▸ **Data**
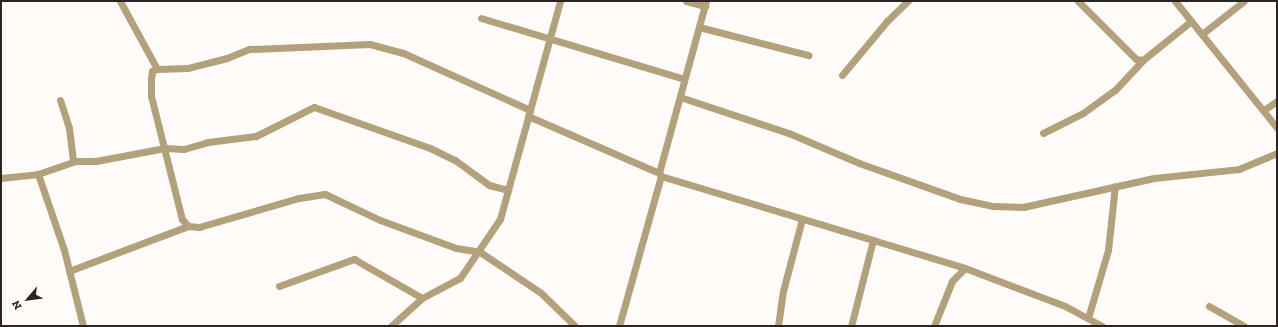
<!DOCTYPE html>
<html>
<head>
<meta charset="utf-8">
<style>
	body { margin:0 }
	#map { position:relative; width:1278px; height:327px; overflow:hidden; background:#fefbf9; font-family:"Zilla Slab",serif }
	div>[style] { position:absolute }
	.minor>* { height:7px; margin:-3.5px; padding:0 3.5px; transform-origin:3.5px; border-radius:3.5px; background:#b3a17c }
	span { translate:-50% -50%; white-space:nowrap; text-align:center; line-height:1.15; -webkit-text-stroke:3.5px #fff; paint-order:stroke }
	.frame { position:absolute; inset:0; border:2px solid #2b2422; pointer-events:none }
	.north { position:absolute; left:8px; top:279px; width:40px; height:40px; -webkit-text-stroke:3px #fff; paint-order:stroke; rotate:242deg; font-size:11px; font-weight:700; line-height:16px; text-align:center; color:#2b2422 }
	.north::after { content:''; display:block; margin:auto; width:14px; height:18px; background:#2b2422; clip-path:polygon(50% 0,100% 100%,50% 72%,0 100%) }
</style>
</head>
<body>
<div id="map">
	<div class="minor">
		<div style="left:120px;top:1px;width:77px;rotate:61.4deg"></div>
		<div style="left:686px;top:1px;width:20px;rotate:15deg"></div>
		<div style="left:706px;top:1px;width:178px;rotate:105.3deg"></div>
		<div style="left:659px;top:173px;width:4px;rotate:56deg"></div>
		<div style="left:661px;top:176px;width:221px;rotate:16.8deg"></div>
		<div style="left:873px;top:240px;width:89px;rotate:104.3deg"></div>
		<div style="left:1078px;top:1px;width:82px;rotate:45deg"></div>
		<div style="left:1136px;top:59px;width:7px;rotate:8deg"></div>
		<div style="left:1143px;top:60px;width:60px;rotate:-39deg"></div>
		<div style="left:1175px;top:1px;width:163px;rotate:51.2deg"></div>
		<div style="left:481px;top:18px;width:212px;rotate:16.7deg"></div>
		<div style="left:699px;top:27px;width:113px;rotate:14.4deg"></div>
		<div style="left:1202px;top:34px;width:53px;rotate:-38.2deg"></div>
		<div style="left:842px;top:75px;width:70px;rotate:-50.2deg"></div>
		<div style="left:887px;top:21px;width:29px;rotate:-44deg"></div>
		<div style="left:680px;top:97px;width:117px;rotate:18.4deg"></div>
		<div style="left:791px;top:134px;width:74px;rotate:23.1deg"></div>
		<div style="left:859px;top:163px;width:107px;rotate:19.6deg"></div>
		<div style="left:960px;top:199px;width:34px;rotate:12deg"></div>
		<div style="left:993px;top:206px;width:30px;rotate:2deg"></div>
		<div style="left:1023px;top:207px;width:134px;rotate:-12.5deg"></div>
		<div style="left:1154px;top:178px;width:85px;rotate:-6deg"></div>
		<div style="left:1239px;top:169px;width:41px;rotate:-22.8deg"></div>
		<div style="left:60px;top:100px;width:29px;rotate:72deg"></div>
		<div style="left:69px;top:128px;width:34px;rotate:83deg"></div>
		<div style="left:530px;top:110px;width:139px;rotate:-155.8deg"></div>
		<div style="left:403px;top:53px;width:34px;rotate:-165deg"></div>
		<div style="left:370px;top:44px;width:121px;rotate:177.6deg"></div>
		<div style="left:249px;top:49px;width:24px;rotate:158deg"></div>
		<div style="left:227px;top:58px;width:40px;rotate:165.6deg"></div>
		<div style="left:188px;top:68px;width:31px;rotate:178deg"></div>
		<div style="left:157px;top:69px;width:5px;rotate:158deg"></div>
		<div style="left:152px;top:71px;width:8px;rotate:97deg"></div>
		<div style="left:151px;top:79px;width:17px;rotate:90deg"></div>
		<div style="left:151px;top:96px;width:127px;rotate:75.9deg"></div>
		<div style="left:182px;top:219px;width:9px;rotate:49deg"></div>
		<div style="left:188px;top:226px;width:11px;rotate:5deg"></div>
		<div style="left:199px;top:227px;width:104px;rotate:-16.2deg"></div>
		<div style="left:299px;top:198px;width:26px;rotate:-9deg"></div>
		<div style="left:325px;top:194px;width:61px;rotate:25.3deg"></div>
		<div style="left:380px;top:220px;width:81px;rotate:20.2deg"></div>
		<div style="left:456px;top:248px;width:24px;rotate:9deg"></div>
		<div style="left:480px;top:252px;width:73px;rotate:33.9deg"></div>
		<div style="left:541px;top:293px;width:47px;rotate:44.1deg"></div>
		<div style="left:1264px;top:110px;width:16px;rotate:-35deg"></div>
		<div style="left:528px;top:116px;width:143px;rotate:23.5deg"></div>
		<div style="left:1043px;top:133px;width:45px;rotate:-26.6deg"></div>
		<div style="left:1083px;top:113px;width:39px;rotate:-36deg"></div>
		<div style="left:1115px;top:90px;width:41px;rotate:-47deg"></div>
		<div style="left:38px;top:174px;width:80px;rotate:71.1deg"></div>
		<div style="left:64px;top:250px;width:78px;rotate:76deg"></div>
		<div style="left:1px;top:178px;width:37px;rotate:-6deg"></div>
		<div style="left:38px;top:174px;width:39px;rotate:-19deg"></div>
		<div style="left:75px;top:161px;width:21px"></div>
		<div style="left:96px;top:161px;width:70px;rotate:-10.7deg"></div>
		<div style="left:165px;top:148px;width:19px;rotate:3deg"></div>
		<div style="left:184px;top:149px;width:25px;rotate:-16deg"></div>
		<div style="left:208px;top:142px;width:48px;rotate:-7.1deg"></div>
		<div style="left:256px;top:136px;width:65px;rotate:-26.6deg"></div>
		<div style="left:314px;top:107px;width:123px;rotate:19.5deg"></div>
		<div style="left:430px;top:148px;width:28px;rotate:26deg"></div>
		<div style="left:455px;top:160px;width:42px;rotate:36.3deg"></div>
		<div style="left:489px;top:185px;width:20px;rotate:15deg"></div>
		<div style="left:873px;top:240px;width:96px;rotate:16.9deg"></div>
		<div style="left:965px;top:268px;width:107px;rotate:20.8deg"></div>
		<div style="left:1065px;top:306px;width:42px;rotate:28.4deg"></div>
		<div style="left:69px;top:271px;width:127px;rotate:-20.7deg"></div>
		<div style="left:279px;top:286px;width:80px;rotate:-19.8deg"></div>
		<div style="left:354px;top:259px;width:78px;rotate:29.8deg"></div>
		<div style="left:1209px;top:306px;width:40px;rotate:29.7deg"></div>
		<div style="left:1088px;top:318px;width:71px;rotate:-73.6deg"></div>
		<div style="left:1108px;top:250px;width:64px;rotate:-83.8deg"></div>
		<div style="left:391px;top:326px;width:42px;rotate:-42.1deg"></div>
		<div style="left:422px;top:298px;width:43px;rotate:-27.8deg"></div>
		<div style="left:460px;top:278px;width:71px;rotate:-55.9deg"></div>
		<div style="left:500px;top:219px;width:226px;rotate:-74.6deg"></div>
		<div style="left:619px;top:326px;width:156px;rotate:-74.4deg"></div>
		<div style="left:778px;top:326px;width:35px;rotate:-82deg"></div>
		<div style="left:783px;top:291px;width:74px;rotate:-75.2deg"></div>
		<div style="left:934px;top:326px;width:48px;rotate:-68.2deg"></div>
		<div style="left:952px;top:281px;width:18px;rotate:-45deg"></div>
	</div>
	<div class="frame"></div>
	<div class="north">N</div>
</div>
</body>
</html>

▸ **The problem**
From the first line of the listing above, repeat every line through the one holding "position:relative; width:1278px; height:327px;". Both ends count, and pictures stay out.

▸ **Result for this exercise**
<!DOCTYPE html>
<html>
<head>
<meta charset="utf-8">
<style>
	body { margin:0 }
	#map { position:relative; width:1278px; height:327px; overflow:hidden; background:#fefbf9; font-family:"Zilla Slab",serif }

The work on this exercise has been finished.